Thursday 17 November 2011

The Holburne Museum in Great Pulteney Street, Bath.


Pulteney Bridge and the weir.

This is Pulteney Bridge in Bath, the beautiful structure based on the Ponte Vecchio in Florence.  The bridge is lined with shops, and when passing over, you are not aware of the River Avon flowing underneath.  The bridge appears as an ordinary street and linked the wealthy area of Bath around the Abbey, to the less desirable parts of the outer  city.  The River Avon floods in winter, and at times the weir  completely disappears from view.  Today the river was placid, but it can become a ferocious torrent.

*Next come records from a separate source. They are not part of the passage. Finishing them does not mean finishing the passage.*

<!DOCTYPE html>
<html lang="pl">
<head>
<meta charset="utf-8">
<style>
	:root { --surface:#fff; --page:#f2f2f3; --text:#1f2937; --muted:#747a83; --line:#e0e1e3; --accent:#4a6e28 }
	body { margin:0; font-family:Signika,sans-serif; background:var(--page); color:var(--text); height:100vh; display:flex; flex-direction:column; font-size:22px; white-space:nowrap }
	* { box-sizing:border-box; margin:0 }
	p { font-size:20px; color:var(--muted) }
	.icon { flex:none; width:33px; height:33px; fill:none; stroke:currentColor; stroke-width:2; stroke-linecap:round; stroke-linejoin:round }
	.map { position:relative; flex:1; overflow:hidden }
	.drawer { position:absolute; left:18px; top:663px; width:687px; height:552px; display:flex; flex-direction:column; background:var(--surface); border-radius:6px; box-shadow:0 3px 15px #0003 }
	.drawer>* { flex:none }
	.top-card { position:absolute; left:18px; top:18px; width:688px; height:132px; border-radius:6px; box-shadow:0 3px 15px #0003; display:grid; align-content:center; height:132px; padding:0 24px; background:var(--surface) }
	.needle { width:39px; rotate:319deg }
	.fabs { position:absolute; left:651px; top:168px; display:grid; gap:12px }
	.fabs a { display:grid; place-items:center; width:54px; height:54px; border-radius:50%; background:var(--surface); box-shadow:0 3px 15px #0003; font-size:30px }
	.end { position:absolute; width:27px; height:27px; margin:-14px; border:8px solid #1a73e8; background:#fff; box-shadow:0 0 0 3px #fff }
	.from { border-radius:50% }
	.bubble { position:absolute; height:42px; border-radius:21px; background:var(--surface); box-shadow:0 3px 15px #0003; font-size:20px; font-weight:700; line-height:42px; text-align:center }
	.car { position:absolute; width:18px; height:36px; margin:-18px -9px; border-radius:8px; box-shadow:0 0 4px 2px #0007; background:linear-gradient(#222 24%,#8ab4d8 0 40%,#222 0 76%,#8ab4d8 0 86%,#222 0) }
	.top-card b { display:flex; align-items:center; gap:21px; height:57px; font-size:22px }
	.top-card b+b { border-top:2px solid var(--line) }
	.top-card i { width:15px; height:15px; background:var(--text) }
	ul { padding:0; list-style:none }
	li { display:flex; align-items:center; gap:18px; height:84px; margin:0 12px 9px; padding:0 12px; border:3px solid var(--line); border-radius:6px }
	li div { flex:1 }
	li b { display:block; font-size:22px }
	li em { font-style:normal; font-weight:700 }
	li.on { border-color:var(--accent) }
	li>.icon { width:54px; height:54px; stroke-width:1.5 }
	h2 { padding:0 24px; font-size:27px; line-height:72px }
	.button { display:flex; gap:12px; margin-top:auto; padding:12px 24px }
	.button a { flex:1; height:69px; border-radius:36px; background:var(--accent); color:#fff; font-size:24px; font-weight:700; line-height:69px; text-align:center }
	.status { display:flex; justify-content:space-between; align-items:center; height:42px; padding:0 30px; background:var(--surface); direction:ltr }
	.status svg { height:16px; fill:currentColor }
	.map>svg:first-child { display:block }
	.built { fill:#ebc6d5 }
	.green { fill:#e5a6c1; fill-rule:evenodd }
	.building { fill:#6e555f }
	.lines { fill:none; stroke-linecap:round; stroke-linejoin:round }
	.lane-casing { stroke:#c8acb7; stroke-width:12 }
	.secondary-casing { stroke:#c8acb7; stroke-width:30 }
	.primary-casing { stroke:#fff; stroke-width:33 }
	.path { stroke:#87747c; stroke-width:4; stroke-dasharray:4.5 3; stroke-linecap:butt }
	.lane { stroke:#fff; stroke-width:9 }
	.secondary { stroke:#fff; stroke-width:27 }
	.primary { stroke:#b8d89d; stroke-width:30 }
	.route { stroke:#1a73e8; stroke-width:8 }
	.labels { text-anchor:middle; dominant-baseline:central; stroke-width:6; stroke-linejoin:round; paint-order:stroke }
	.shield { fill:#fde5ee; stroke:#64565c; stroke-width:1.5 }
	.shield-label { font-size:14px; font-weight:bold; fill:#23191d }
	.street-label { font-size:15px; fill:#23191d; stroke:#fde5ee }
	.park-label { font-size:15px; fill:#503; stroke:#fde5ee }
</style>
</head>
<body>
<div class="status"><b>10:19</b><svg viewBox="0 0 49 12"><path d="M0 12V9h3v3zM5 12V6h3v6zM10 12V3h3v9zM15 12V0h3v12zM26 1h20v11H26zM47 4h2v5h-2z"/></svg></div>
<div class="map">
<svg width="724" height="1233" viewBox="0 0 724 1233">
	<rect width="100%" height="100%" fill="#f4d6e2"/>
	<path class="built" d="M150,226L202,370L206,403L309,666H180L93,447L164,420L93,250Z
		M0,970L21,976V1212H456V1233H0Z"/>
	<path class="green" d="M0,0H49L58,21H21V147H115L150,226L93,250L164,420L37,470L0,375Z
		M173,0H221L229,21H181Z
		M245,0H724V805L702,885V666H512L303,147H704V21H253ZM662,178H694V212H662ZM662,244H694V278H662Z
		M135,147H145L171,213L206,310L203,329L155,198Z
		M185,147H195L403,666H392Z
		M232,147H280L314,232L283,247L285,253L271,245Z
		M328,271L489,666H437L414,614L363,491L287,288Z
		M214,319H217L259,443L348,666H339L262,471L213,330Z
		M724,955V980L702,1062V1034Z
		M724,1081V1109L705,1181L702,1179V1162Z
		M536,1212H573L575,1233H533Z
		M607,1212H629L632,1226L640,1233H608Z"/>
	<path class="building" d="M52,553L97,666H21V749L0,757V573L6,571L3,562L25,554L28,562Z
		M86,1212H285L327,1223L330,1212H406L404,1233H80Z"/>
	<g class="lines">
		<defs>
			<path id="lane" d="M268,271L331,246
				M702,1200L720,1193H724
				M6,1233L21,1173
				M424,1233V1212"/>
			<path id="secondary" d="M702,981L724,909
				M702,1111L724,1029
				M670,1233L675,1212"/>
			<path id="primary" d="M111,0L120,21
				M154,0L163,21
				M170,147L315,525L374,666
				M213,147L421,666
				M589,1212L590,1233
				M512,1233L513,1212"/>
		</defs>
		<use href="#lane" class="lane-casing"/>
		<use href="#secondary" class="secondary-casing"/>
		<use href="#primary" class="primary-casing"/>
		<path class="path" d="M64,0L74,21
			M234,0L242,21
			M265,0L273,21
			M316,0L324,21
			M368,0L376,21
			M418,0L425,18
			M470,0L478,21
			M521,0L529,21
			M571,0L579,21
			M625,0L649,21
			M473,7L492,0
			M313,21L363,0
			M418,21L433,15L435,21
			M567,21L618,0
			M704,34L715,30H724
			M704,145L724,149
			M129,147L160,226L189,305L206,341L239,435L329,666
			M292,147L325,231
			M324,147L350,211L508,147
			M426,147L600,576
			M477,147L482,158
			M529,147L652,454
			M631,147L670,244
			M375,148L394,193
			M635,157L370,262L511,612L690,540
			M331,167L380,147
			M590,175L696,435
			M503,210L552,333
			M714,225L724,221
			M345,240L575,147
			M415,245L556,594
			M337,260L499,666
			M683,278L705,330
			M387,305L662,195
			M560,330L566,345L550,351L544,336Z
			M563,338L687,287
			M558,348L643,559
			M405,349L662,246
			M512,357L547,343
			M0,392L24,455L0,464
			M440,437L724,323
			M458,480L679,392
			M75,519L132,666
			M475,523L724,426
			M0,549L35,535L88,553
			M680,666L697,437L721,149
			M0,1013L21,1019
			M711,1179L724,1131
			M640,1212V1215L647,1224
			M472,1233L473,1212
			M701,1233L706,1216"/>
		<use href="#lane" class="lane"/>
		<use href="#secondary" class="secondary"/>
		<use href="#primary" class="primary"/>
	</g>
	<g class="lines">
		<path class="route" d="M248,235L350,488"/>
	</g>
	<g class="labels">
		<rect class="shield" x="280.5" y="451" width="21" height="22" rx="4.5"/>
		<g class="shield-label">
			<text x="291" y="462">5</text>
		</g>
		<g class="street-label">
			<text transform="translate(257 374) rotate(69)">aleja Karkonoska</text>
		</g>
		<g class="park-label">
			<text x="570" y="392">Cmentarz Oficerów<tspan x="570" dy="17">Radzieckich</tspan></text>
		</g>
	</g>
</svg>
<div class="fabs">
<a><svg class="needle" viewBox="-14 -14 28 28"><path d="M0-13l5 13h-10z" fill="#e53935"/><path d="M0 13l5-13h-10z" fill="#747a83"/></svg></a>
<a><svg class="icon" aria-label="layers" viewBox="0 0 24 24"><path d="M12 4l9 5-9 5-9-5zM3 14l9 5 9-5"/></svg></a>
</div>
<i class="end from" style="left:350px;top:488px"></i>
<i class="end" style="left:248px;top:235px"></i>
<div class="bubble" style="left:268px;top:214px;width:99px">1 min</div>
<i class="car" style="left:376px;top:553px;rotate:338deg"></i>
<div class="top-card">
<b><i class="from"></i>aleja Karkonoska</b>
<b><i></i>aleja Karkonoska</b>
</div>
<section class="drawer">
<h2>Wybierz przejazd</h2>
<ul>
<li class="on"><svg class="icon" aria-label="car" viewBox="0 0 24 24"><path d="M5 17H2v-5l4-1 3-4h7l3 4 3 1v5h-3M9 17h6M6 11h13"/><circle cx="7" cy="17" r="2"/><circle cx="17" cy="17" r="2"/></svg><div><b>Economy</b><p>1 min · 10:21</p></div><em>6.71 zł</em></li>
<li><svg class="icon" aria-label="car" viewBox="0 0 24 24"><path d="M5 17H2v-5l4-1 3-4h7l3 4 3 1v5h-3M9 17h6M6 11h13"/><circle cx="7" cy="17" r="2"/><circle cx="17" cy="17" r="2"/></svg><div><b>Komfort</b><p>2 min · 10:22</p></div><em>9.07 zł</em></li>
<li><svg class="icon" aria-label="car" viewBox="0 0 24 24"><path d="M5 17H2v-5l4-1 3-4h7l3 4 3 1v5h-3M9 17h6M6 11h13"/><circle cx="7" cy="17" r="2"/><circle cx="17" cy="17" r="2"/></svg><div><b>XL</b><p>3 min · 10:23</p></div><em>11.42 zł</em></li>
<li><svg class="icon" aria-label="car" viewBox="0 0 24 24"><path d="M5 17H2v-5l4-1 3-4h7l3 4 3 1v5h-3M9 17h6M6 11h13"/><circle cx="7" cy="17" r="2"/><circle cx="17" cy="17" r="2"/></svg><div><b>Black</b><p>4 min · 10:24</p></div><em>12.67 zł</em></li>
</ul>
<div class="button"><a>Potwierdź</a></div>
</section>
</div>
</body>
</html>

Today I visited an exhibition of Thomas Gainsborough's landscape paintings in the Holburne Art Museum.  This beautiful building was originally designed as an hotel standing in Sydney Gardens.   When Jane Austen lived just across the road in Sydney Place in the early 1800s, she regularly walked in the gardens.  The paintings of English landscapes were wonderful, and alongside the pictures were the preliminary sketches in various mediums, chalk, ink and pencil, that Gainsborough had used to compose his paintings. 

Below, the photo shows the new glass extension added to the back of the building.  There was much desention about the building of this modern, glass structure.   Many thought that it did not fit in with the building heritage of Bath.  It is now completed,  I think it fits in well and is hidden from view from Great Pulteney Street.  It now provides a cafe on the ground floor, and two extra galleries for the display of china, miniatures and glassware.  In the lowest photo, Jo waits for me at the main entrance.  We had a most enjoyable visit and wander around the busy city.
The Holburne Art Museum.

The new glass extension added to the back of the museum.

Jo waits for me at the Museum entrance.